#### Exercise requirements
Each line of the listing below should be restated word for word.

#### Exercise input
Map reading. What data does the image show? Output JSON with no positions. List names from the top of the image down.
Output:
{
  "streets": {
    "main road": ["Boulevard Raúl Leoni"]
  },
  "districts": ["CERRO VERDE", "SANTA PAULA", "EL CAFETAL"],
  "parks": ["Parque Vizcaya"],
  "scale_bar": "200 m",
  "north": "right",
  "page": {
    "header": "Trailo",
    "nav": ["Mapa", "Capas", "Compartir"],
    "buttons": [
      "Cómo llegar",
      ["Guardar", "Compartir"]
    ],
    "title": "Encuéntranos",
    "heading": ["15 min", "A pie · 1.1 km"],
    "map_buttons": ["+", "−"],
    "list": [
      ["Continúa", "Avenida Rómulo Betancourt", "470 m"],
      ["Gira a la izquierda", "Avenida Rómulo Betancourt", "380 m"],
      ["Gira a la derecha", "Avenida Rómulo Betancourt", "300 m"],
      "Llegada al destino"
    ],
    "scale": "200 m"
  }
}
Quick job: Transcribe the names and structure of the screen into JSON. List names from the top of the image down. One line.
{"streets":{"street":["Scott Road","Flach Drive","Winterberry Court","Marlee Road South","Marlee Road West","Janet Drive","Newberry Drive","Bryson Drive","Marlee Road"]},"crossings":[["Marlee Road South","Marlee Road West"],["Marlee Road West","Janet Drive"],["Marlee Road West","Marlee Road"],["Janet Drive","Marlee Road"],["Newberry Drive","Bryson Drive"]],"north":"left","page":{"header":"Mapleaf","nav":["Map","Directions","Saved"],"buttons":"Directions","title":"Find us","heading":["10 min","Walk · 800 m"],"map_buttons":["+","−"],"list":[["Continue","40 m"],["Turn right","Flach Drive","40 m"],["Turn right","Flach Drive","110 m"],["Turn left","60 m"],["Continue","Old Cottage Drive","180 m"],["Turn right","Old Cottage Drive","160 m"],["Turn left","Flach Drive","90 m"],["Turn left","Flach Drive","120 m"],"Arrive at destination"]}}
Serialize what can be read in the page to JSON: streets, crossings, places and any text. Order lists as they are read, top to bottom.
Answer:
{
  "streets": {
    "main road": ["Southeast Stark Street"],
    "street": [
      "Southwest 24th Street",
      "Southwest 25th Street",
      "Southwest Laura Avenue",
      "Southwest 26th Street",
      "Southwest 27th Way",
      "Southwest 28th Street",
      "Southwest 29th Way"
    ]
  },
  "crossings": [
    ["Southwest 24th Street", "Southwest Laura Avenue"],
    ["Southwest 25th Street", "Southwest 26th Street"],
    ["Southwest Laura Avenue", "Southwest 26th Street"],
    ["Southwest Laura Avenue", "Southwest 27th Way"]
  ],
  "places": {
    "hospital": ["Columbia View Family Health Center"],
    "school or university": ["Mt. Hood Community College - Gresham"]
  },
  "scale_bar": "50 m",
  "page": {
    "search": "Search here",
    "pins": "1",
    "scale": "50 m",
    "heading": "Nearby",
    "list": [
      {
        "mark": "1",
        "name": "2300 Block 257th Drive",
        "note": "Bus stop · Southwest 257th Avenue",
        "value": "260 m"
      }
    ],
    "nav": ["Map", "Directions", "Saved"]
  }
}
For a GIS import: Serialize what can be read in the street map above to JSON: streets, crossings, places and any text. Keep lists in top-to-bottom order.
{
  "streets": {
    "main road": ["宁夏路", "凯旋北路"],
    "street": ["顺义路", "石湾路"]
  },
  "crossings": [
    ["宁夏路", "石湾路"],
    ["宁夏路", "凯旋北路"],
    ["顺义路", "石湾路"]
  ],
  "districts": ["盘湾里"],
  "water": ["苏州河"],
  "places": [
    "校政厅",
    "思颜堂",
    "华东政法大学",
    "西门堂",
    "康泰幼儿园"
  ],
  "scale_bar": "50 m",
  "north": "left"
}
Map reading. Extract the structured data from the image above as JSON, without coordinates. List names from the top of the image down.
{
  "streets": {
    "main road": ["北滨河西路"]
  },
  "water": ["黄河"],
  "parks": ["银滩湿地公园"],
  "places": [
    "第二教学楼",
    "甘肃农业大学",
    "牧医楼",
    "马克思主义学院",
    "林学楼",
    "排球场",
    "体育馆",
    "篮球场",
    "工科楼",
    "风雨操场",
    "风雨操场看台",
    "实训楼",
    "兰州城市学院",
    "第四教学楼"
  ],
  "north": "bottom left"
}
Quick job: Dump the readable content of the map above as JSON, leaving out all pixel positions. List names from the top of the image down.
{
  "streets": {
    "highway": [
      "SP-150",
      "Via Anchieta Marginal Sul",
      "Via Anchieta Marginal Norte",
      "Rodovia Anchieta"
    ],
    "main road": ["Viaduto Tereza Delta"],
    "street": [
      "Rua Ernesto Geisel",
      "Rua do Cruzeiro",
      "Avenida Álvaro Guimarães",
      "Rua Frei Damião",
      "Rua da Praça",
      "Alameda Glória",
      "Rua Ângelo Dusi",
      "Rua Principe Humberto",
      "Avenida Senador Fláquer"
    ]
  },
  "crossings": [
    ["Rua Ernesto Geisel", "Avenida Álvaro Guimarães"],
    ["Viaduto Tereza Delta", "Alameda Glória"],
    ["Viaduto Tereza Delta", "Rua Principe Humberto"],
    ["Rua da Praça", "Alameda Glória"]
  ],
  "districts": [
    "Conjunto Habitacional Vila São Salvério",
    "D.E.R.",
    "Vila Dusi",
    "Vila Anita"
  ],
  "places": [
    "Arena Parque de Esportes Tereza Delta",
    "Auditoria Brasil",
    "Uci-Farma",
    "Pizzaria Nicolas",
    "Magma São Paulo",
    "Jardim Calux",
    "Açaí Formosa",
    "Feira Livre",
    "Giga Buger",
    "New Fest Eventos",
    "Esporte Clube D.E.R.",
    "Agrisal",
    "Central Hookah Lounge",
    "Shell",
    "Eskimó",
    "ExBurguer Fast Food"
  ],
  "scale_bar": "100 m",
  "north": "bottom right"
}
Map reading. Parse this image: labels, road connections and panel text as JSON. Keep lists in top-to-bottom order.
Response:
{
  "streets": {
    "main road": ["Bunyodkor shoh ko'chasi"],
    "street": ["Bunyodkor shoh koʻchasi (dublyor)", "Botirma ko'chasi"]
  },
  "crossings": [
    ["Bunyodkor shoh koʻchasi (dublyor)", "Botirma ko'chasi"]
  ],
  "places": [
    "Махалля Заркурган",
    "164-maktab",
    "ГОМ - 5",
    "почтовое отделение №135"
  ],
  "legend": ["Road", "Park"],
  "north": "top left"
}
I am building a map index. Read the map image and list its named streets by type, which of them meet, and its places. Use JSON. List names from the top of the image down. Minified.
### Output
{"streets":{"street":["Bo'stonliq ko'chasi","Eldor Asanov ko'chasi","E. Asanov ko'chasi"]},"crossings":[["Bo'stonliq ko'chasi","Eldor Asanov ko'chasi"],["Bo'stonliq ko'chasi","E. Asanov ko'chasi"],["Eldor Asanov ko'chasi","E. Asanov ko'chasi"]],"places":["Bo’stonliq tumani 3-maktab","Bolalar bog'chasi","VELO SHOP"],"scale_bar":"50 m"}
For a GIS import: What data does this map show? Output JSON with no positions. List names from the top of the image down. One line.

#### Task solution
Map reading. What data does the image show? Output JSON with no positions. List names from the top of the image down.
Output:
{
  "streets": {
    "main road": ["Boulevard Raúl Leoni"]
  },
  "districts": ["CERRO VERDE", "SANTA PAULA", "EL CAFETAL"],
  "parks": ["Parque Vizcaya"],
  "scale_bar": "200 m",
  "north": "right",
  "page": {
    "header": "Trailo",
    "nav": ["Mapa", "Capas", "Compartir"],
    "buttons": [
      "Cómo llegar",
      ["Guardar", "Compartir"]
    ],
    "title": "Encuéntranos",
    "heading": ["15 min", "A pie · 1.1 km"],
    "map_buttons": ["+", "−"],
    "list": [
      ["Continúa", "Avenida Rómulo Betancourt", "470 m"],
      ["Gira a la izquierda", "Avenida Rómulo Betancourt", "380 m"],
      ["Gira a la derecha", "Avenida Rómulo Betancourt", "300 m"],
      "Llegada al destino"
    ],
    "scale": "200 m"
  }
}
Quick job: Transcribe the names and structure of the screen into JSON. List names from the top of the image down. One line.
{"streets":{"street":["Scott Road","Flach Drive","Winterberry Court","Marlee Road South","Marlee Road West","Janet Drive","Newberry Drive","Bryson Drive","Marlee Road"]},"crossings":[["Marlee Road South","Marlee Road West"],["Marlee Road West","Janet Drive"],["Marlee Road West","Marlee Road"],["Janet Drive","Marlee Road"],["Newberry Drive","Bryson Drive"]],"north":"left","page":{"header":"Mapleaf","nav":["Map","Directions","Saved"],"buttons":"Directions","title":"Find us","heading":["10 min","Walk · 800 m"],"map_buttons":["+","−"],"list":[["Continue","40 m"],["Turn right","Flach Drive","40 m"],["Turn right","Flach Drive","110 m"],["Turn left","60 m"],["Continue","Old Cottage Drive","180 m"],["Turn right","Old Cottage Drive","160 m"],["Turn left","Flach Drive","90 m"],["Turn left","Flach Drive","120 m"],"Arrive at destination"]}}
Serialize what can be read in the page to JSON: streets, crossings, places and any text. Order lists as they are read, top to bottom.
Answer:
{
  "streets": {
    "main road": ["Southeast Stark Street"],
    "street": [
      "Southwest 24th Street",
      "Southwest 25th Street",
      "Southwest Laura Avenue",
      "Southwest 26th Street",
      "Southwest 27th Way",
      "Southwest 28th Street",
      "Southwest 29th Way"
    ]
  },
  "crossings": [
    ["Southwest 24th Street", "Southwest Laura Avenue"],
    ["Southwest 25th Street", "Southwest 26th Street"],
    ["Southwest Laura Avenue", "Southwest 26th Street"],
    ["Southwest Laura Avenue", "Southwest 27th Way"]
  ],
  "places": {
    "hospital": ["Columbia View Family Health Center"],
    "school or university": ["Mt. Hood Community College - Gresham"]
  },
  "scale_bar": "50 m",
  "page": {
    "search": "Search here",
    "pins": "1",
    "scale": "50 m",
    "heading": "Nearby",
    "list": [
      {
        "mark": "1",
        "name": "2300 Block 257th Drive",
        "note": "Bus stop · Southwest 257th Avenue",
        "value": "260 m"
      }
    ],
    "nav": ["Map", "Directions", "Saved"]
  }
}
For a GIS import: Serialize what can be read in the street map above to JSON: streets, crossings, places and any text. Keep lists in top-to-bottom order.
{
  "streets": {
    "main road": ["宁夏路", "凯旋北路"],
    "street": ["顺义路", "石湾路"]
  },
  "crossings": [
    ["宁夏路", "石湾路"],
    ["宁夏路", "凯旋北路"],
    ["顺义路", "石湾路"]
  ],
  "districts": ["盘湾里"],
  "water": ["苏州河"],
  "places": [
    "校政厅",
    "思颜堂",
    "华东政法大学",
    "西门堂",
    "康泰幼儿园"
  ],
  "scale_bar": "50 m",
  "north": "left"
}
Map reading. Extract the structured data from the image above as JSON, without coordinates. List names from the top of the image down.
{
  "streets": {
    "main road": ["北滨河西路"]
  },
  "water": ["黄河"],
  "parks": ["银滩湿地公园"],
  "places": [
    "第二教学楼",
    "甘肃农业大学",
    "牧医楼",
    "马克思主义学院",
    "林学楼",
    "排球场",
    "体育馆",
    "篮球场",
    "工科楼",
    "风雨操场",
    "风雨操场看台",
    "实训楼",
    "兰州城市学院",
    "第四教学楼"
  ],
  "north": "bottom left"
}
Quick job: Dump the readable content of the map above as JSON, leaving out all pixel positions. List names from the top of the image down.
{
  "streets": {
    "highway": [
      "SP-150",
      "Via Anchieta Marginal Sul",
      "Via Anchieta Marginal Norte",
      "Rodovia Anchieta"
    ],
    "main road": ["Viaduto Tereza Delta"],
    "street": [
      "Rua Ernesto Geisel",
      "Rua do Cruzeiro",
      "Avenida Álvaro Guimarães",
      "Rua Frei Damião",
      "Rua da Praça",
      "Alameda Glória",
      "Rua Ângelo Dusi",
      "Rua Principe Humberto",
      "Avenida Senador Fláquer"
    ]
  },
  "crossings": [
    ["Rua Ernesto Geisel", "Avenida Álvaro Guimarães"],
    ["Viaduto Tereza Delta", "Alameda Glória"],
    ["Viaduto Tereza Delta", "Rua Principe Humberto"],
    ["Rua da Praça", "Alameda Glória"]
  ],
  "districts": [
    "Conjunto Habitacional Vila São Salvério",
    "D.E.R.",
    "Vila Dusi",
    "Vila Anita"
  ],
  "places": [
    "Arena Parque de Esportes Tereza Delta",
    "Auditoria Brasil",
    "Uci-Farma",
    "Pizzaria Nicolas",
    "Magma São Paulo",
    "Jardim Calux",
    "Açaí Formosa",
    "Feira Livre",
    "Giga Buger",
    "New Fest Eventos",
    "Esporte Clube D.E.R.",
    "Agrisal",
    "Central Hookah Lounge",
    "Shell",
    "Eskimó",
    "ExBurguer Fast Food"
  ],
  "scale_bar": "100 m",
  "north": "bottom right"
}
Map reading. Parse this image: labels, road connections and panel text as JSON. Keep lists in top-to-bottom order.
Response:
{
  "streets": {
    "main road": ["Bunyodkor shoh ko'chasi"],
    "street": ["Bunyodkor shoh koʻchasi (dublyor)", "Botirma ko'chasi"]
  },
  "crossings": [
    ["Bunyodkor shoh koʻchasi (dublyor)", "Botirma ko'chasi"]
  ],
  "places": [
    "Махалля Заркурган",
    "164-maktab",
    "ГОМ - 5",
    "почтовое отделение №135"
  ],
  "legend": ["Road", "Park"],
  "north": "top left"
}
I am building a map index. Read the map image and list its named streets by type, which of them meet, and its places. Use JSON. List names from the top of the image down. Minified.
### Output
{"streets":{"street":["Bo'stonliq ko'chasi","Eldor Asanov ko'chasi","E. Asanov ko'chasi"]},"crossings":[["Bo'stonliq ko'chasi","Eldor Asanov ko'chasi"],["Bo'stonliq ko'chasi","E. Asanov ko'chasi"],["Eldor Asanov ko'chasi","E. Asanov ko'chasi"]],"places":["Bo’stonliq tumani 3-maktab","Bolalar bog'chasi","VELO SHOP"],"scale_bar":"50 m"}
For a GIS import: What data does this map show? Output JSON with no positions. List names from the top of the image down. One line.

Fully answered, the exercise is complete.